[EXTRACTED DATA — start]
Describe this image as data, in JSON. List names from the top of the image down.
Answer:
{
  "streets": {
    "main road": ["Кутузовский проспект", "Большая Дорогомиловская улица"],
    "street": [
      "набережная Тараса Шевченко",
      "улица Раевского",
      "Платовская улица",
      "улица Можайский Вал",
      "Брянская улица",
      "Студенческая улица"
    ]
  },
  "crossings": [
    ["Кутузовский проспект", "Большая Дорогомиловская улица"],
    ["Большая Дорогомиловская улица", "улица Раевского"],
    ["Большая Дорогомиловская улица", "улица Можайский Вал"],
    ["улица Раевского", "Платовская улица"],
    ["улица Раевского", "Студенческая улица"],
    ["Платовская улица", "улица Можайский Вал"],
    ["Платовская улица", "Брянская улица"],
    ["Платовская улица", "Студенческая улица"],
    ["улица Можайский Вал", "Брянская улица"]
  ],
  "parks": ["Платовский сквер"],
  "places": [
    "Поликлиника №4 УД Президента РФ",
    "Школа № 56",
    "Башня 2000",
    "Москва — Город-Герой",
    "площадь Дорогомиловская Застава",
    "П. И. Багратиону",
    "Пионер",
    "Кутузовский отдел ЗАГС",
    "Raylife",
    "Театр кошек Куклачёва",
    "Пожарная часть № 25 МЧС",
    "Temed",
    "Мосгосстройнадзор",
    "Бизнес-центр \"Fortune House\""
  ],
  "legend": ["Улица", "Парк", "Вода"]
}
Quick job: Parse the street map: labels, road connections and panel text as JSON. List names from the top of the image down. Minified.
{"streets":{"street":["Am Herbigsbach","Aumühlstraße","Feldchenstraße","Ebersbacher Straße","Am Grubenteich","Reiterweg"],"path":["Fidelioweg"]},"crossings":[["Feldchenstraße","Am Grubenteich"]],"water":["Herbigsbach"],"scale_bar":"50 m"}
[EXTRACTED DATA — finish]
:: WHAT YOU NEED TO DO ::
Please write out the entries above in full, exactly as they read.

:: RESULT OF THE EXERCISE ::
Describe this image as data, in JSON. List names from the top of the image down.
Answer:
{
  "streets": {
    "main road": ["Кутузовский проспект", "Большая Дорогомиловская улица"],
    "street": [
      "набережная Тараса Шевченко",
      "улица Раевского",
      "Платовская улица",
      "улица Можайский Вал",
      "Брянская улица",
      "Студенческая улица"
    ]
  },
  "crossings": [
    ["Кутузовский проспект", "Большая Дорогомиловская улица"],
    ["Большая Дорогомиловская улица", "улица Раевского"],
    ["Большая Дорогомиловская улица", "улица Можайский Вал"],
    ["улица Раевского", "Платовская улица"],
    ["улица Раевского", "Студенческая улица"],
    ["Платовская улица", "улица Можайский Вал"],
    ["Платовская улица", "Брянская улица"],
    ["Платовская улица", "Студенческая улица"],
    ["улица Можайский Вал", "Брянская улица"]
  ],
  "parks": ["Платовский сквер"],
  "places": [
    "Поликлиника №4 УД Президента РФ",
    "Школа № 56",
    "Башня 2000",
    "Москва — Город-Герой",
    "площадь Дорогомиловская Застава",
    "П. И. Багратиону",
    "Пионер",
    "Кутузовский отдел ЗАГС",
    "Raylife",
    "Театр кошек Куклачёва",
    "Пожарная часть № 25 МЧС",
    "Temed",
    "Мосгосстройнадзор",
    "Бизнес-центр \"Fortune House\""
  ],
  "legend": ["Улица", "Парк", "Вода"]
}
Quick job: Parse the street map: labels, road connections and panel text as JSON. List names from the top of the image down. Minified.
{"streets":{"street":["Am Herbigsbach","Aumühlstraße","Feldchenstraße","Ebersbacher Straße","Am Grubenteich","Reiterweg"],"path":["Fidelioweg"]},"crossings":[["Feldchenstraße","Am Grubenteich"]],"water":["Herbigsbach"],"scale_bar":"50 m"}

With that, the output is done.